## Exercise
Where the records below show the word "nowrap" in a line, please copy that line.

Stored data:
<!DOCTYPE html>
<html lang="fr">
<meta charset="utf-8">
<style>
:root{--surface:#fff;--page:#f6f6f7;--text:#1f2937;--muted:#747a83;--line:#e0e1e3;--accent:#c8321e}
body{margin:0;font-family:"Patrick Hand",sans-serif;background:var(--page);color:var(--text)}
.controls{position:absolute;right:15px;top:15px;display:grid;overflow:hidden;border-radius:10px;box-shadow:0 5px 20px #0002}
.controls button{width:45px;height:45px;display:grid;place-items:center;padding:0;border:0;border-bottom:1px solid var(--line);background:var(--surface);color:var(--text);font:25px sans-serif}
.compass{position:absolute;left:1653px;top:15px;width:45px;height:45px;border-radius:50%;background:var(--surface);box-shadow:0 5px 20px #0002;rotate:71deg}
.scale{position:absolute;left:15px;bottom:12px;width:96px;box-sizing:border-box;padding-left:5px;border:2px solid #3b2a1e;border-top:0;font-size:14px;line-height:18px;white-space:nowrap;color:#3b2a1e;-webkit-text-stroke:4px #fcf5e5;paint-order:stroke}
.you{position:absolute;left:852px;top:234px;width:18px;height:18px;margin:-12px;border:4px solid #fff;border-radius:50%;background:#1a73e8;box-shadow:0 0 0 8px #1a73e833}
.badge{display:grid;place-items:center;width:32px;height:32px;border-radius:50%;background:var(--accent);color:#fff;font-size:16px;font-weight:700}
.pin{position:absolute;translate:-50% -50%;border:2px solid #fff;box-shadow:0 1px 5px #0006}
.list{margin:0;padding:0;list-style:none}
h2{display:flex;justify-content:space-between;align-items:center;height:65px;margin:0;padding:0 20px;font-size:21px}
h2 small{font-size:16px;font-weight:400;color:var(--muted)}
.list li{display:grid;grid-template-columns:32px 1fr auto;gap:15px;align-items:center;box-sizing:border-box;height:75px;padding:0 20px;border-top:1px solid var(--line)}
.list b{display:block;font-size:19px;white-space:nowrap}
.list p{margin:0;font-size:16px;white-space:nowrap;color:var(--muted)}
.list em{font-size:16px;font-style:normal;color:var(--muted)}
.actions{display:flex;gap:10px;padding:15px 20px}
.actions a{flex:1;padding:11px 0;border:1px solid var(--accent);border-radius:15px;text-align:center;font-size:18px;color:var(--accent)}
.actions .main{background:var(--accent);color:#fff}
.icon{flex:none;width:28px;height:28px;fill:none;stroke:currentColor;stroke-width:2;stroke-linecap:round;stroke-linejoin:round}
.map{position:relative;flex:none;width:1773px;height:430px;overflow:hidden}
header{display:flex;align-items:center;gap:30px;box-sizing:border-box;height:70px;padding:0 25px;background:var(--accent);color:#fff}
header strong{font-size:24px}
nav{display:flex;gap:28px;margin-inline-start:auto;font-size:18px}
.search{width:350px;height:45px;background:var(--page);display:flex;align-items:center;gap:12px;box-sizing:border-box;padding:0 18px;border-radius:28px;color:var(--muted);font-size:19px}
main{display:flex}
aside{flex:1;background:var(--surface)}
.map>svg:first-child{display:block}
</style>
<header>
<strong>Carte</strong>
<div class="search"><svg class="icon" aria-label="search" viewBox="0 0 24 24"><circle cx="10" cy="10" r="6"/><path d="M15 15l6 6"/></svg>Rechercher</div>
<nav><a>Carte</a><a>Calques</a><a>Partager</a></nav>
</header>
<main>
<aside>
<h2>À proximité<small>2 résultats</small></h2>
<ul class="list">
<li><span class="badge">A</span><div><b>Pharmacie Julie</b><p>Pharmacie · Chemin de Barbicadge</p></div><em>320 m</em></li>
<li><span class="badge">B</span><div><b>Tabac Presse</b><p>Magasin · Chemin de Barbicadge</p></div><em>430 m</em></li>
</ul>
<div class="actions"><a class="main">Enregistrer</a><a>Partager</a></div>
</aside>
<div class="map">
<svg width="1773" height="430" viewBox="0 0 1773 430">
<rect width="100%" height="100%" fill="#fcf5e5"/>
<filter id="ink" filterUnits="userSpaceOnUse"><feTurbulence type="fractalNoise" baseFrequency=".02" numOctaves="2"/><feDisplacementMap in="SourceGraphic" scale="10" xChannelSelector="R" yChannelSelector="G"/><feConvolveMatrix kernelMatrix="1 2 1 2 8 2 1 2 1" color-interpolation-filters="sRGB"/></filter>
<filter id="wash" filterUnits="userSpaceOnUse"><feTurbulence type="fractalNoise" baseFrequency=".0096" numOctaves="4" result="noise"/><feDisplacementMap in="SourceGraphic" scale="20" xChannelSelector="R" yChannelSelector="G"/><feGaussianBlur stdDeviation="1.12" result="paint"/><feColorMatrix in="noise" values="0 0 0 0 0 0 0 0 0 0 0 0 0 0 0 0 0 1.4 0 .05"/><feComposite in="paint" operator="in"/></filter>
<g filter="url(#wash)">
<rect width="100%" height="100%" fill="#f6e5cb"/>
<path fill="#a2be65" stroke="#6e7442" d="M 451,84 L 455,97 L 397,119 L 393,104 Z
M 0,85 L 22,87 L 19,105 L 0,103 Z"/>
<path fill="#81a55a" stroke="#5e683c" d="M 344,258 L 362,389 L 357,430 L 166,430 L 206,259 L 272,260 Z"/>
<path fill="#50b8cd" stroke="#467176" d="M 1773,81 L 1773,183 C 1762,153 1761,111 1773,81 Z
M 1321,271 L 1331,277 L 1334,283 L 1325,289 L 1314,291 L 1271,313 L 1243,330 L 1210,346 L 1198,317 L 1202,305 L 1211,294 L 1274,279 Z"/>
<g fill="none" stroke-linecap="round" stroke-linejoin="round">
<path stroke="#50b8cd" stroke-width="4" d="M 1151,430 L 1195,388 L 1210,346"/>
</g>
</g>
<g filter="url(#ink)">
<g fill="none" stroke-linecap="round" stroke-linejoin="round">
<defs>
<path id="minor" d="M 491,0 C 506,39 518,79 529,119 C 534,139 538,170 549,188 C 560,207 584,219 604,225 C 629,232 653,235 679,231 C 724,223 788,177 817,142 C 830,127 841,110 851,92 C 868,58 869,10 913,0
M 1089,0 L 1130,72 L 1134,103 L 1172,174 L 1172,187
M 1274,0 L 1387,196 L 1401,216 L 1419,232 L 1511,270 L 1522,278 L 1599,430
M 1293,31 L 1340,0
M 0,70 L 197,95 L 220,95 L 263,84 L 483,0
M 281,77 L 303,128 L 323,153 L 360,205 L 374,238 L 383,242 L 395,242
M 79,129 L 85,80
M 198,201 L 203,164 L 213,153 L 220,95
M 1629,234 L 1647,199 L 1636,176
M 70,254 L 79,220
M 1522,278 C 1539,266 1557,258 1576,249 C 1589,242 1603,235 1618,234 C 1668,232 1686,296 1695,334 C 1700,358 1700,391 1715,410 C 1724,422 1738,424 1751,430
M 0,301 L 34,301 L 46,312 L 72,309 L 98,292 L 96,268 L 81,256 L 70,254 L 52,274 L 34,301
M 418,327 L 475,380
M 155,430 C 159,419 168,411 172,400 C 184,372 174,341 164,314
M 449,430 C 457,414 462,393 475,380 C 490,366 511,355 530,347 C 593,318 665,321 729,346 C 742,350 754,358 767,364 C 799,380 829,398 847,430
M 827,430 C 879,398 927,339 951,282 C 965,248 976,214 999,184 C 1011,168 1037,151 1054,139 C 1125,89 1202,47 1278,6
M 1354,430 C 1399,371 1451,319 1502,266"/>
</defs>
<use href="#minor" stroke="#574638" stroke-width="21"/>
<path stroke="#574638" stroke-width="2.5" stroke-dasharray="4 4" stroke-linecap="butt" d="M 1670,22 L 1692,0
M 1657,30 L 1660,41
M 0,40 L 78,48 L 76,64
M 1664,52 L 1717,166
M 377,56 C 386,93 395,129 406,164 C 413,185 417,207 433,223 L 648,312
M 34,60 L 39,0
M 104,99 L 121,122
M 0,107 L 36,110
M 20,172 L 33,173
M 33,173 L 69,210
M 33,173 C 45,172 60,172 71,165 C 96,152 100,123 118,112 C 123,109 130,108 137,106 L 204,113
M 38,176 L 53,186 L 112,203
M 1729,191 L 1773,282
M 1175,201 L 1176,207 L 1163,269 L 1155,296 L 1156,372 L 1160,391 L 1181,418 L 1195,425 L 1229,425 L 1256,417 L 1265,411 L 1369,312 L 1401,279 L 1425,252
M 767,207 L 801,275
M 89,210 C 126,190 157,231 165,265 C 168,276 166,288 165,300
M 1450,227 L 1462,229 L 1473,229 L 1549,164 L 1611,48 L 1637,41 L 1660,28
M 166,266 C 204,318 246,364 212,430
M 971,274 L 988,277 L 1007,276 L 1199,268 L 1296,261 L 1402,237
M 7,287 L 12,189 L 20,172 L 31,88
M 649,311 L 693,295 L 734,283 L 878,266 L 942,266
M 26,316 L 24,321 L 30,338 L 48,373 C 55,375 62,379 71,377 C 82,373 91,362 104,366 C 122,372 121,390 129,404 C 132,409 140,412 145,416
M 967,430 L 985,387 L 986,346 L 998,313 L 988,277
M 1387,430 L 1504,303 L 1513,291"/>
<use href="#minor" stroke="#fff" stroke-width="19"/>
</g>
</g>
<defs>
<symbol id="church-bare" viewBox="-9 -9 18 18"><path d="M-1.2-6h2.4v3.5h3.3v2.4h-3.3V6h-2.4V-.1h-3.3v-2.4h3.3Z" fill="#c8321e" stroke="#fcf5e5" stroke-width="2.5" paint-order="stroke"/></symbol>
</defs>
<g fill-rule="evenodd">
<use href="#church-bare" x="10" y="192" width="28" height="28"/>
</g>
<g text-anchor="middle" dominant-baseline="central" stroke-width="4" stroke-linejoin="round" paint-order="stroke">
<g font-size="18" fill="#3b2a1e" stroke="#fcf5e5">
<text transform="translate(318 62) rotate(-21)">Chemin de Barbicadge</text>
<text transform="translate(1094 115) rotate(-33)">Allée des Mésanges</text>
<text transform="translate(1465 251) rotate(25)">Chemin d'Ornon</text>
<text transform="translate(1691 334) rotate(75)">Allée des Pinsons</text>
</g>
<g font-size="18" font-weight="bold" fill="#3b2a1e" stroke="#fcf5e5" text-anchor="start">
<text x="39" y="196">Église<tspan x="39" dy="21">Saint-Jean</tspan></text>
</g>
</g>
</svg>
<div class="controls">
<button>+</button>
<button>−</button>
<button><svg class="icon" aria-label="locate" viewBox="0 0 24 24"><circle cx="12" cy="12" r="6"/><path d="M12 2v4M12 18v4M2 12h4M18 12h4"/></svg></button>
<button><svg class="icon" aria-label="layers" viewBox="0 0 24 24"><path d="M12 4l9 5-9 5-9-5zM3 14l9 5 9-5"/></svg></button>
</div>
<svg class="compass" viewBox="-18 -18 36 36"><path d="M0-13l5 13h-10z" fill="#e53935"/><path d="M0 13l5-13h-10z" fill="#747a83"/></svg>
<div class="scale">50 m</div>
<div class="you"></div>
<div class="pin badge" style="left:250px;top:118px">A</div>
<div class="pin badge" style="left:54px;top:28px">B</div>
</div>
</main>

## Response
.scale{position:absolute;left:15px;bottom:12px;width:96px;box-sizing:border-box;padding-left:5px;border:2px solid #3b2a1e;border-top:0;font-size:14px;line-height:18px;white-space:nowrap;color:#3b2a1e;-webkit-text-stroke:4px #fcf5e5;paint-order:stroke}
.list b{display:block;font-size:19px;white-space:nowrap}
.list p{margin:0;font-size:16px;white-space:nowrap;color:var(--muted)}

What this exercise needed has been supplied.